■ **Records supplied**:
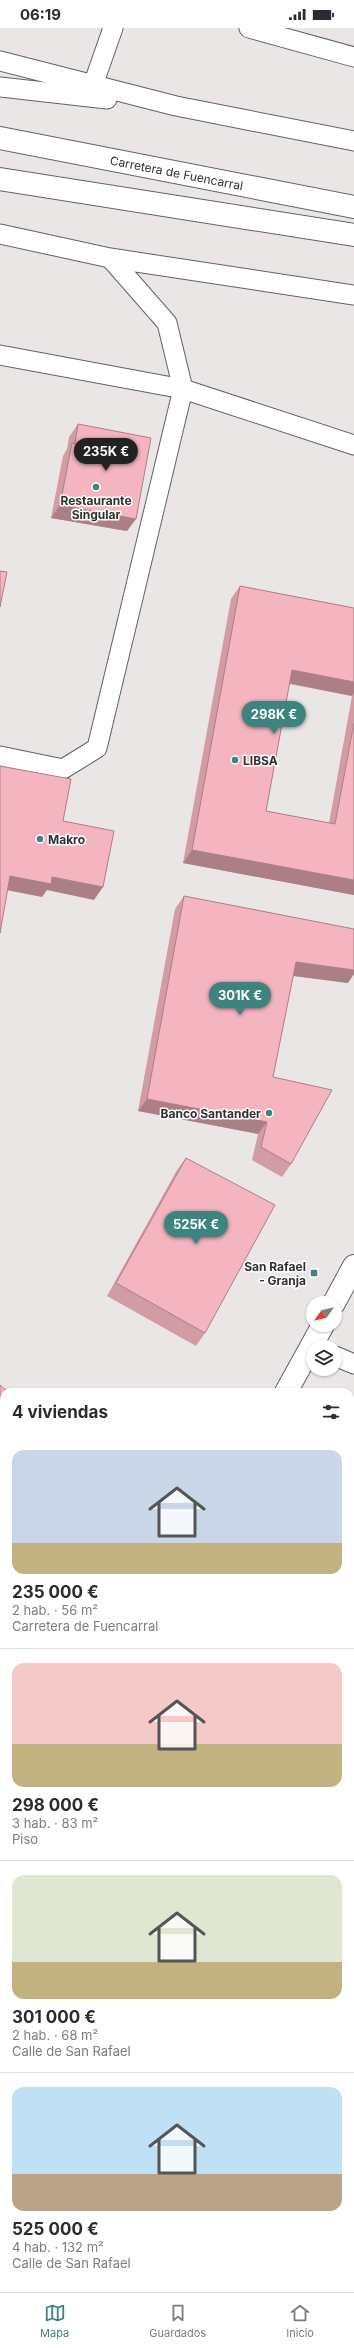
<!DOCTYPE html>
<html lang="es">
<meta charset="utf-8">
<style>
:root{--surface:#fff;--page:#f2f2f3;--text:#2b2b33;--muted:#7c7c81;--line:#e1e1e2;--accent:#3d847e}
body{margin:0;font-family:Inter,sans-serif;background:var(--page);color:var(--text);height:100vh;display:flex;flex-direction:column;font-size:15px;white-space:nowrap}
*{box-sizing:border-box;margin:0}
p{font-size:13px;color:var(--muted)}
.icon{flex:none;width:22px;height:22px;fill:none;stroke:currentColor;stroke-width:2;stroke-linecap:round;stroke-linejoin:round}
.map{position:relative;flex:1;overflow:hidden}
.sheet{position:absolute;left:0px;top:1360px;width:354px;height:904px;display:flex;flex-direction:column;background:var(--surface);border-radius:12px 12px 0 0;box-shadow:0 1px 3px #0004}
.sheet>*{flex:none}
.needle{width:26px;rotate:236deg}
.buttons{position:absolute;left:306px;top:1268px;display:grid;gap:8px}
.buttons a{display:grid;place-items:center;width:36px;height:36px;border-radius:50%;background:var(--surface);box-shadow:0 1px 3px #0004;font-size:20px}
.price{position:absolute;translate:-50% -34px;padding:0 9px;border-radius:14px;background:var(--accent);color:#fff;font-size:13px;line-height:26px;filter:drop-shadow(0 1px 2px #0008)}
.price::after{content:'';position:absolute;left:50%;top:24px;width:12px;height:9px;margin-left:-6px;background:inherit;clip-path:polygon(0 0,100% 0,50% 100%)}
.price.active{background:#222;color:#fff}
ul{padding:0;list-style:none}
li{display:grid;align-content:center;gap:8px;height:212px;padding:0 12px}
li+li{border-top:1px solid var(--line)}
li span{display:grid;place-items:center;height:124px;border-radius:12px;color:#555}
li>.icon{margin-inline-start:auto}
span .icon{width:72px;height:72px;fill:#fffc;stroke-width:1}
li b{font-size:17px}
h2{display:flex;justify-content:space-between;align-items:center;height:48px;padding:0 12px;font-size:17px}
.status{display:flex;justify-content:space-between;align-items:center;height:28px;padding:0 20px;background:var(--surface);direction:ltr}
.status svg{height:11px;fill:currentColor}
.menu{display:flex;justify-content:space-around;align-items:center;height:56px;border-top:1px solid var(--line);background:var(--surface);font-size:11px;color:var(--muted)}
.menu a{display:grid;justify-items:center;gap:2px}
.menu .active{color:var(--accent)}
.map>svg:first-child{display:block}
</style>
<div class="status"><b>06:19</b><svg viewBox="0 0 49 12"><path d="M0 12V9h3v3zM5 12V6h3v6zM10 12V3h3v9zM15 12V0h3v12zM26 1h20v11H26zM47 4h2v5h-2z"/></svg></div>
<div class="map">
<svg width="354" height="2264" viewBox="0 0 354 2264">
<rect width="100%" height="100%" fill="#eae6e6"/>
<g fill="none" stroke-linecap="round" stroke-linejoin="round">
<!-- service casing -->
<g stroke="#656162" stroke-width="21">
<path id="service" d="M249,0L354,29
M0,33L176,78L354,113
M93,57L113,0
M0,59L107,71
M0,206L110,230L354,267
M0,327L183,361L354,417
M0,728L63,741L97,720L183,361L167,295L110,230
M335,1328L354,1336
M0,2109H4
M59,2264L149,2260"/>
</g>
<!-- minor casing -->
<g stroke="#656162" stroke-width="24">
<path id="minor" d="M334,1275L354,1238
M286,1364L323,1297
M0,1706L4,1705
M151,2264V2260"/>
</g>
<!-- trunk casing -->
<g stroke="#656162" stroke-width="24">
<g id="trunk">
<path id="s1" d="M0,110L354,179"/>
<path d="M0,151L354,207"/>
</g>
</g>
<!-- service -->
<use href="#service" stroke="#fff" stroke-width="19"/>
<!-- minor -->
<use href="#minor" stroke="#fff" stroke-width="22"/>
<!-- trunk -->
<use href="#trunk" stroke="#fff" stroke-width="22"/>
</g>
<!-- wall -->
<path fill="#d29ca5" fill-rule="evenodd" d="M78,396L127,503L51,490L63,428L67,421L69,409Z
M240,558L354,580V867L183,835L231,571ZM289,656L352,668L329,795L266,783Z
M184,868L348,955L293,948L273,1049L291,1136L282,1149L252,1132L258,1106L138,1083L175,881Z
M186,1130L205,1305L196,1318L107,1268L177,1142Z"/>
<!-- shaded-wall -->
<path fill="#ab7f86" d="M60,477L136,491L127,503L51,490Z
M292,642L354,654V665L352,668L283,654Z
M192,822L354,852V867L183,835Z
M10,848L52,849L103,859L94,872L47,862L42,869L1,861Z
M296,934L354,942V946L348,955L287,947Z
M147,1071L267,1094L258,1106L138,1083Z
M0,1594H4V1606L0,1607Z
M350,1695L354,1696V1710L350,1709Z
M350,1920H354V1933H350Z
M0,1934H4V1946H0Z
M4,2057V2069L0,2070V2058Z"/>
<!-- building -->
<path fill="#f4b5c0" stroke="#ab7f86" d="M78,396L151,410L136,491L60,477L72,415L75,416Z
M0,543L7,544L0,579Z
M240,558L354,580V654L292,642L266,783L335,796L354,695V852L192,822Z
M0,738L71,751L63,793L114,803L103,859L52,849L51,856L10,848L0,905Z
M184,868L354,901V942L296,934L273,1049L332,1062L291,1136L261,1119L267,1094L147,1071Z
M186,1130L275,1177L205,1305L116,1255Z
M0,1357L8,1364H4V1594H0Z
M350,1486H354V1696L350,1695Z
M350,1782H354V1920H350Z
M4,1786V1934H0V1787Z
M0,1960H4V2057L0,2058Z"/>
<!-- markers -->
<g fill="#3d847e" stroke="#fff" stroke-width="1.5">
<circle cx="96" cy="459" r="4"/>
<circle cx="235" cy="732" r="4"/>
<circle cx="40" cy="811" r="4"/>
<circle cx="269" cy="1085" r="4"/>
<rect x="310" y="1241" width="8" height="8" rx="2"/>
</g>
<g text-anchor="middle" dominant-baseline="central" stroke-width="3" stroke-linejoin="round" paint-order="stroke">
<!-- street labels -->
<g font-size="12" fill="#312f2f" stroke="#fff">
<text stroke="none"><textPath href="#s1" startOffset="180">Carretera de Fuencarral</textPath></text>
</g>
<!-- poi labels -->
<g font-size="12" font-weight="bold" fill="#312f2f" stroke="#fff" text-anchor="start">
<text x="96" y="472" text-anchor="middle">Restaurante<tspan x="96" dy="14">Singular</tspan></text>
<text x="243" y="732">LIBSA</text>
<text x="48" y="811">Makro</text>
<text x="261" y="1085" text-anchor="end">Banco Santander</text>
<text x="306" y="1238" text-anchor="end">San Rafael<tspan x="306" dy="14">- Granja</tspan></text>
</g>
</g>
</svg>
<div class="buttons">
<a><svg class="needle" viewBox="-14 -14 28 28"><path d="M0-13l5 13h-10z" fill="#e53935"/><path d="M0 13l5-13h-10z" fill="#7c7c81"/></svg></a>
<a><svg class="icon" aria-label="layers" viewBox="0 0 24 24"><path d="M12 4l9 5-9 5-9-5zM3 14l9 5 9-5"/></svg></a>
</div>
<b class="price active" style="left:106px;top:444px">235K €</b>
<b class="price" style="left:274px;top:707px">298K €</b>
<b class="price" style="left:240px;top:988px">301K €</b>
<b class="price" style="left:196px;top:1217px">525K €</b>
<section class="sheet">
<h2>4 viviendas<svg class="icon" aria-label="filters" viewBox="0 0 24 24"><path d="M4 7h16M4 17h16"/><circle cx="9" cy="7" r="2"/><circle cx="15" cy="17" r="2"/></svg></h2>
<ul>
<li><span style="background:linear-gradient(#c9d6e8 75%,#c2b280 0)"><svg class="icon" aria-label="home" viewBox="0 0 24 24"><path d="M3 11l9-7 9 7M6 9v11h12V9"/></svg></span><div><b>235 000 €</b><p>2 hab. · 56 m²</p><p>Carretera de Fuencarral</p></div></li>
<li><span style="background:linear-gradient(#f6c9c9 65%,#c2b280 0)"><svg class="icon" aria-label="home" viewBox="0 0 24 24"><path d="M3 11l9-7 9 7M6 9v11h12V9"/></svg></span><div><b>298 000 €</b><p>3 hab. · 83 m²</p><p>Piso</p></div></li>
<li><span style="background:linear-gradient(#dfe7d0 70%,#c2b280 0)"><svg class="icon" aria-label="home" viewBox="0 0 24 24"><path d="M3 11l9-7 9 7M6 9v11h12V9"/></svg></span><div><b>301 000 €</b><p>2 hab. · 68 m²</p><p>Calle de San Rafael</p></div></li>
<li><span style="background:linear-gradient(#bfe0f5 70%,#b9a48a 0)"><svg class="icon" aria-label="home" viewBox="0 0 24 24"><path d="M3 11l9-7 9 7M6 9v11h12V9"/></svg></span><div><b>525 000 €</b><p>4 hab. · 132 m²</p><p>Calle de San Rafael</p></div></li>
</ul>
</section>
</div>
<nav class="menu">
<a class="active"><svg class="icon" aria-label="map" viewBox="0 0 24 24"><path d="M3 6l6-2 6 2 6-2v14l-6 2-6-2-6 2zM9 4v14M15 6v14"/></svg>Mapa</a>
<a><svg class="icon" aria-label="saved" viewBox="0 0 24 24"><path d="M7 4h10v16l-5-4-5 4z"/></svg>Guardados</a>
<a><svg class="icon" aria-label="home" viewBox="0 0 24 24"><path d="M3 11l9-7 9 7M6 9v11h12V9"/></svg>Inicio</a>
</nav>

■ **Task directions**: Working from the entries above, filter out every line that lacks "padding" and copy what remains.

■ **Response to this exercise**:
.price{position:absolute;translate:-50% -34px;padding:0 9px;border-radius:14px;background:var(--accent);color:#fff;font-size:13px;line-height:26px;filter:drop-shadow(0 1px 2px #0008)}
ul{padding:0;list-style:none}
li{display:grid;align-content:center;gap:8px;height:212px;padding:0 12px}
h2{display:flex;justify-content:space-between;align-items:center;height:48px;padding:0 12px;font-size:17px}
.status{display:flex;justify-content:space-between;align-items:center;height:28px;padding:0 20px;background:var(--surface);direction:ltr}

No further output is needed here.